Saved entries:
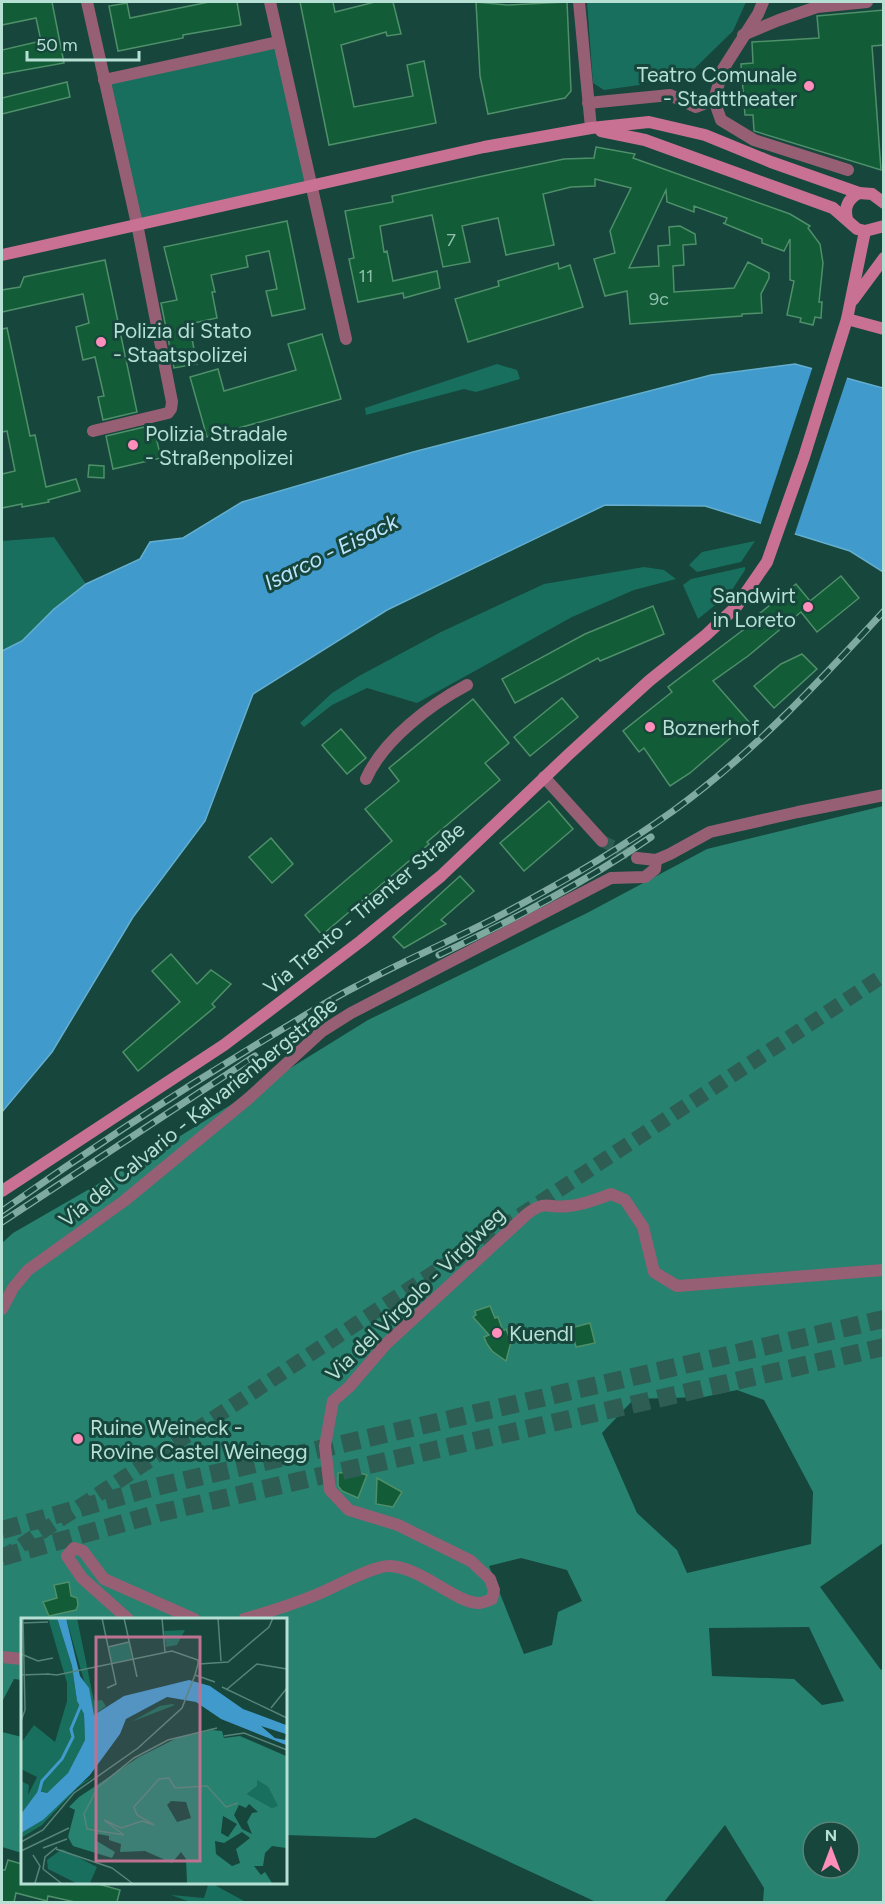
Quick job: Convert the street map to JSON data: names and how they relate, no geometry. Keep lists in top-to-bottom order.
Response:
{
  "streets": {
    "main road": ["Via Trento - Trienter Straße"],
    "street": ["Via del Calvario - Kalvarienbergstraße", "Via del Virgolo - Virglweg"]
  },
  "water": ["Isarco - Eisack"],
  "places": [
    "Teatro Comunale - Stadttheater",
    "Polizia di Stato - Staatspolizei",
    "Polizia Stradale - Straßenpolizei",
    "Sandwirt in Loreto",
    "Boznerhof",
    "Kuendl",
    "Ruine Weineck - Rovine Castel Weinegg"
  ],
  "house_numbers": ["7", "11", "9c"],
  "scale_bar": "50 m",
  "north": "top"
}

* [Assignment]
Return the entries above exactly and in full; do not include images.

* [Task solution]
Quick job: Convert the street map to JSON data: names and how they relate, no geometry. Keep lists in top-to-bottom order.
Response:
{
  "streets": {
    "main road": ["Via Trento - Trienter Straße"],
    "street": ["Via del Calvario - Kalvarienbergstraße", "Via del Virgolo - Virglweg"]
  },
  "water": ["Isarco - Eisack"],
  "places": [
    "Teatro Comunale - Stadttheater",
    "Polizia di Stato - Staatspolizei",
    "Polizia Stradale - Straßenpolizei",
    "Sandwirt in Loreto",
    "Boznerhof",
    "Kuendl",
    "Ruine Weineck - Rovine Castel Weinegg"
  ],
  "house_numbers": ["7", "11", "9c"],
  "scale_bar": "50 m",
  "north": "top"
}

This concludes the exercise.